WHAT YOU NEED TO DO — Once the line containing "Michael<br>&amp; All Angels</span>" is found in the data below, output that line and every line after it through the last, unchanged and with nothing else.

INPUT DATA —
**********

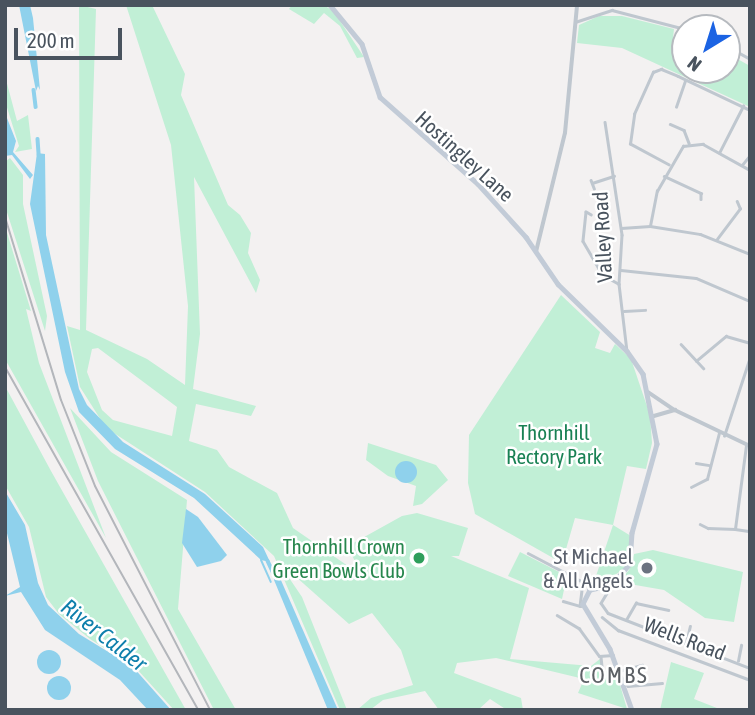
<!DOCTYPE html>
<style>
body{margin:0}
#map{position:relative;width:755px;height:715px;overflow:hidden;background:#f3f1f1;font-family:"Asap Condensed",sans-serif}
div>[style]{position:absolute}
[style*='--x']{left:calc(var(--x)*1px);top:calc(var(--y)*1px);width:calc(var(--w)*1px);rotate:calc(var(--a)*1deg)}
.green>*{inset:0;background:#c1efd6}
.water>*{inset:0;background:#8fd1ec}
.round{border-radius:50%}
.stream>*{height:2px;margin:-1px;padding:0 1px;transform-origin:1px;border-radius:1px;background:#8fd1ec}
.canal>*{height:3.5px;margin:-1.75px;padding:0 1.75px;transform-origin:1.75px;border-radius:1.75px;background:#8fd1ec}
.minor>*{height:2.5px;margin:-1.25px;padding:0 1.25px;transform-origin:1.25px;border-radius:1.25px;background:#bfc7cf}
.tertiary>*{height:3.5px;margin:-1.75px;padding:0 1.75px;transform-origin:1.75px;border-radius:1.75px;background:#bfc7cf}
.secondary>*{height:4.5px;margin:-2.25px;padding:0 2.25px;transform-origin:2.25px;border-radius:2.25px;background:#c2cbd7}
.rail>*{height:2px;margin:-1px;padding:0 1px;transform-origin:1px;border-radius:1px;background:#b3b6bb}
.dots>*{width:19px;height:19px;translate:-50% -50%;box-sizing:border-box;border:4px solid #fff;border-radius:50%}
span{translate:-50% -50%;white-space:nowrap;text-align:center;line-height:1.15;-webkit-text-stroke:5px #fff;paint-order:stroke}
.street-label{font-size:21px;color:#49535e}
.park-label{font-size:21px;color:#198154}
.leisure-label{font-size:21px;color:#27864d}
.right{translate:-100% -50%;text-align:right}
.worship-label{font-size:21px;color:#5b616d}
.water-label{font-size:23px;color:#0e7fac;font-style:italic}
.neighbourhood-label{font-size:23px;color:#5d6166;letter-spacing:2px}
.frame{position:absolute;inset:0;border:7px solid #49535e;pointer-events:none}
.north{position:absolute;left:671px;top:14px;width:70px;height:70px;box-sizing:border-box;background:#fff;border:2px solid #b6babf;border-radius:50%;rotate:218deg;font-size:19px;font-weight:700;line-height:28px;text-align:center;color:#49535e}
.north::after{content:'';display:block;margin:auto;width:24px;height:32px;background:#1b63e3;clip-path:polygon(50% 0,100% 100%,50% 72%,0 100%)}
.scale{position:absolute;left:14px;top:28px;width:108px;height:32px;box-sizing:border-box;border:4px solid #49535e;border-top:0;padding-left:9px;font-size:21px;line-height:24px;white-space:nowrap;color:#49535e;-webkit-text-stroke:5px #fff;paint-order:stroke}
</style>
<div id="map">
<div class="green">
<i style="clip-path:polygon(evenodd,79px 5px,96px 9px,86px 330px,147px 359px,185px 385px,188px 306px,171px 145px,126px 5px,152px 5px,185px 74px,181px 95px,228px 205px,240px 215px,251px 233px,248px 253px,260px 280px,256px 293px,194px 177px,200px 334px,193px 389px,256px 406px,251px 416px,196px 404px,189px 441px,217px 450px,229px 467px,277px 493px,293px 528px,361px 575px,348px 546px,402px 516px,417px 513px,468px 528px,459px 556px,451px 556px,529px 588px,510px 659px,591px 666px,600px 659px,604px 671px,616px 671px,627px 709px,578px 693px,584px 679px,496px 658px,457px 663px,454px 673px,521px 698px,523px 710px,507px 710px,490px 699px,478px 710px,439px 710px,425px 691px,383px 700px,370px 710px,357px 710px,371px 698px,413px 685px,401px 650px,372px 613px,349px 624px,277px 560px,302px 597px,347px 710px,340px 710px,274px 556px,205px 492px,106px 428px,80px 387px,67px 326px,80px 330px,79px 5px,98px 348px,177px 407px,172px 436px,113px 420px,102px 410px,87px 372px,92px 349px,98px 348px)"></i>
<i style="clip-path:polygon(292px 5px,324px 5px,334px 12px,364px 57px,357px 58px,340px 26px,324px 13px,314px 24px,289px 9px)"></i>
<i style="clip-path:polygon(599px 16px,622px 16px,674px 29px,673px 38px,685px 41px,685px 70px,727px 70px,727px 53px,750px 66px,750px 107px,622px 48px,577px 43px,579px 25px)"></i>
<i style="clip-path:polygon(5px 76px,17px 121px,28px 115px,32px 149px,15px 152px,19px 146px,5px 101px)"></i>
<i style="clip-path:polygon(10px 158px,23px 175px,23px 204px,47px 316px,45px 331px,5px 206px,5px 162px)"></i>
<i style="clip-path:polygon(5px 226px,31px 311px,26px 309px,39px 363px,106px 538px,5px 359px)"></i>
<i style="clip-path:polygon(561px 295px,600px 332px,595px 348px,610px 353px,615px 344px,631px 359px,650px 415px,652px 443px,646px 469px,627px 466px,613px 525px,631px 536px,626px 567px,604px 583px,595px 579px,613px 525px,575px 518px,562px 563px,475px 514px,468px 483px,469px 435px)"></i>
<i style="clip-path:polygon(5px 386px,51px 471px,186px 710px,174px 710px,136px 668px,90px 639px,59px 614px,46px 597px,29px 527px,5px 485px)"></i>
<i style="clip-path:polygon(70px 408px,111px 452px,187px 500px,178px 609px,236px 710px,214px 710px,98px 481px)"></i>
<i style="clip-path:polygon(368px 443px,436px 465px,448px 480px,422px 504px,413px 506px,416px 486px,388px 476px,366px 460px)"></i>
<i style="clip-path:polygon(653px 550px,743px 572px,734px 622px,705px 618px,664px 590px,618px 582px,629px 570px,634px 554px)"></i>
<i style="clip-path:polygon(520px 552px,567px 576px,562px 599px,508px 576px)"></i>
<i style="clip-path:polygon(671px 662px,704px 673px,694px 699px,722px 710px,660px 710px)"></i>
</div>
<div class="water">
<i style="clip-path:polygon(19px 5px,30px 5px,33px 18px,40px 90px,38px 86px,36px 91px)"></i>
<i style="clip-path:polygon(5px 113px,16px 141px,13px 152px,33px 175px,30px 179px,12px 155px,5px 156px)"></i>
<i style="clip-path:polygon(37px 153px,45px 154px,46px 235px,79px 389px,87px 405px,123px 442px,205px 494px,263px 547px,270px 562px,261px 560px,194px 498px,115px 449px,79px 412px,65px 372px,30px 204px)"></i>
<i class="round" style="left:395px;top:461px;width:22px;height:22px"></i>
<i style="clip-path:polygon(5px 491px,25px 525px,38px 583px,48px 605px,79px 634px,133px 667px,171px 710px,148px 710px,120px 680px,45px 630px,21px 592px,5px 596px,20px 587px,5px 525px)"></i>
<i style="clip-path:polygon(186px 509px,198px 517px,227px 555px,221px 561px,197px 567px,182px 543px)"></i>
<i style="clip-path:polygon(275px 573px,280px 578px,338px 710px,328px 710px,274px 580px)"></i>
<i class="round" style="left:37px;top:650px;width:24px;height:24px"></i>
<i class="round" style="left:47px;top:676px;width:24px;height:24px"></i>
</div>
<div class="stream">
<i style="--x:261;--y:560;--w:24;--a:66"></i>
</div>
<div class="canal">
<i style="--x:34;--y:90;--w:17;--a:83"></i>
<i style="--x:38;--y:139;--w:16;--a:86"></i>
<i style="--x:268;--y:561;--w:17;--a:65"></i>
</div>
<div class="minor">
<i style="--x:575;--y:22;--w:39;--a:-18"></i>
<i style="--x:612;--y:10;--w:75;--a:14.6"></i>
<i style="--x:727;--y:46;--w:26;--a:29"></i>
<i style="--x:676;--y:107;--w:28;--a:-71"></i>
<i style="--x:605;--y:122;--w:114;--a:81.4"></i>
<i style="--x:622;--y:235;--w:49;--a:93.5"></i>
<i style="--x:619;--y:284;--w:67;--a:83.2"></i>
<i style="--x:670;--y:124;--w:15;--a:23"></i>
<i style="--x:684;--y:130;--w:14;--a:69"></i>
<i style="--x:719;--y:153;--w:53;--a:-62.9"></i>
<i style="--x:669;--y:165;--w:44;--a:-151.7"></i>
<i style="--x:630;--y:144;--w:30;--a:-82"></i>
<i style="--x:634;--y:114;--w:46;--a:-65.7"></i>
<i style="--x:653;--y:72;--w:9;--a:-21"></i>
<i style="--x:661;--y:69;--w:18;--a:22"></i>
<i style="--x:678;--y:76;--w:80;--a:25.3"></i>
<i style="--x:742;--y:165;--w:13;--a:-51"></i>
<i style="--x:664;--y:176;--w:41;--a:24.7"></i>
<i style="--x:701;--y:193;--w:6;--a:90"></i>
<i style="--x:591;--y:180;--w:9;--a:69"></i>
<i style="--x:592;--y:183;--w:23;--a:-18"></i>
<i style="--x:591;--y:215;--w:6;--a:-149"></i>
<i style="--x:586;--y:212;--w:29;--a:96"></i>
<i style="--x:583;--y:241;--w:39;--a:60"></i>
<i style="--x:603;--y:275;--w:18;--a:29"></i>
<i style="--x:650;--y:226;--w:36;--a:-79"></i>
<i style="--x:657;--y:191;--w:52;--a:-60"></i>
<i style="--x:683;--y:146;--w:20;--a:-6"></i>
<i style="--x:703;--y:144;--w:54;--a:29"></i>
<i style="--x:621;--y:228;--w:29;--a:-4"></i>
<i style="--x:650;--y:226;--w:51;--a:9.1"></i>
<i style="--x:700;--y:234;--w:54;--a:21.8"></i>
<i style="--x:717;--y:239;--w:38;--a:-53"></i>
<i style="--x:740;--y:209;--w:8;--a:-113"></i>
<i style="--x:621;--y:270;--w:75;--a:6.1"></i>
<i style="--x:696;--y:278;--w:59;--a:23.1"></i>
<i style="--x:624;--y:311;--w:21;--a:-3"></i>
<i style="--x:681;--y:344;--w:33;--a:47"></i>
<i style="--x:696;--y:361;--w:39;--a:-40"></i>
<i style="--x:726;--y:336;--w:25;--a:16"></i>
<i style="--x:724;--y:436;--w:83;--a:-71.8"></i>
<i style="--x:696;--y:463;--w:13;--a:9"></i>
<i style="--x:691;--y:487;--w:18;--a:-27"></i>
<i style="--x:707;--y:479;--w:48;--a:-75.4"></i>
<i style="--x:700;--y:524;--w:9;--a:27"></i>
<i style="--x:708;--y:528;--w:27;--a:2"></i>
<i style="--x:735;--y:529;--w:85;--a:-82.5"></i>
<i style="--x:735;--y:529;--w:15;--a:8"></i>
<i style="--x:528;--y:553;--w:62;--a:27.8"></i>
<i style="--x:583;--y:582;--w:24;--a:97"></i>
<i style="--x:612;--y:585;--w:21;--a:121"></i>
<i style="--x:601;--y:603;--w:12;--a:55"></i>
<i style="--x:608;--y:613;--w:152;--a:21.2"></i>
<i style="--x:563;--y:601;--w:18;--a:16"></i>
<i style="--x:557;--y:615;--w:26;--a:31"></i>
<i style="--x:579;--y:628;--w:34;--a:54"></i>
<i style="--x:599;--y:656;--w:14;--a:-4"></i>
<i style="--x:602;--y:617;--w:21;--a:39"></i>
<i style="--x:618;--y:630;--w:141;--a:20.7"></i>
<i style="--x:626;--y:620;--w:20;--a:-60"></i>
<i style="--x:636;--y:603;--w:33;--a:12"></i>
<i style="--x:686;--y:643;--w:17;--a:-77"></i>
<i style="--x:601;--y:657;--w:10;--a:84"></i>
<i style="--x:738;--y:661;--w:16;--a:-79"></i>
<i style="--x:619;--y:671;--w:24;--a:-15"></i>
<i style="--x:621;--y:676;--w:12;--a:55"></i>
<i style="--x:628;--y:686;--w:34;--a:-5"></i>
</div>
<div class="tertiary">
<i style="--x:536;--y:252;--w:122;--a:-76.3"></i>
<i style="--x:565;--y:133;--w:129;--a:-84.6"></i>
<i style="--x:648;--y:392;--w:32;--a:34"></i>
<i style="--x:675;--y:410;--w:83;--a:25.6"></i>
<i style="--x:654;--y:416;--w:22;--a:-16"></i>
</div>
<div class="secondary">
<i style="--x:330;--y:5;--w:50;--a:50.6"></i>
<i style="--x:362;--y:44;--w:56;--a:71.2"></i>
<i style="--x:380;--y:97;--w:131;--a:41.6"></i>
<i style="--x:478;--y:184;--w:72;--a:47.8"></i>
<i style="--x:526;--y:237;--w:57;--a:55.8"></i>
<i style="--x:558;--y:284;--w:96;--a:44.2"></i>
<i style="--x:627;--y:351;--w:28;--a:55"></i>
<i style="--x:643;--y:374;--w:71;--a:78.7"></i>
<i style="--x:657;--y:444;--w:92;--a:105.7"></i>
<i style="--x:632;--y:533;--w:31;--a:94"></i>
<i style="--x:630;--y:564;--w:28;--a:131"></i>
<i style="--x:612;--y:585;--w:23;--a:167"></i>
<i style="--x:590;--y:590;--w:16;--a:117"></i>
<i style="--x:583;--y:604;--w:52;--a:59"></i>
<i style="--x:610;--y:649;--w:65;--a:70.2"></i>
</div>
<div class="rail">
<i style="--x:5;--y:217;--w:191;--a:73"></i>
<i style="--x:61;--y:400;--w:92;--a:68.4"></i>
<i style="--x:95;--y:486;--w:252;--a:62.8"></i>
<i style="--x:5;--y:367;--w:394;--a:60.6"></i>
</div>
<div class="dots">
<i style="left:419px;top:558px;background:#2e9e5b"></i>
<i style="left:647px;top:568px;background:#6b7280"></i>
</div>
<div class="street-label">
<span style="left:465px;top:156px;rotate:42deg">Hostingley Lane</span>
<span style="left:602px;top:237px;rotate:-93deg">Valley Road</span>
<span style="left:685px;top:638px;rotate:21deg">Wells Road</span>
</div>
<div class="park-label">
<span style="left:554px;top:444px">Thornhill<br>Rectory Park</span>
</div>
<div class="leisure-label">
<span class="right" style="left:405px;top:558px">Thornhill Crown<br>Green Bowls Club</span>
</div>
<div class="worship-label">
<span class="right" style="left:633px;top:568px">St Michael<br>&amp; All Angels</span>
</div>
<div class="water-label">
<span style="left:104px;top:635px;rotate:38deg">River Calder</span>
</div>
<div class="neighbourhood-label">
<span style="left:614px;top:675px">COMBS</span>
</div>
<div class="frame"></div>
<div class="north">N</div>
<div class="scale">200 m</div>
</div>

**********

EXERCISE RESPONSE —
<span class="right" style="left:633px;top:568px">St Michael<br>&amp; All Angels</span>
</div>
<div class="water-label">
<span style="left:104px;top:635px;rotate:38deg">River Calder</span>
</div>
<div class="neighbourhood-label">
<span style="left:614px;top:675px">COMBS</span>
</div>
<div class="frame"></div>
<div class="north">N</div>
<div class="scale">200 m</div>
</div>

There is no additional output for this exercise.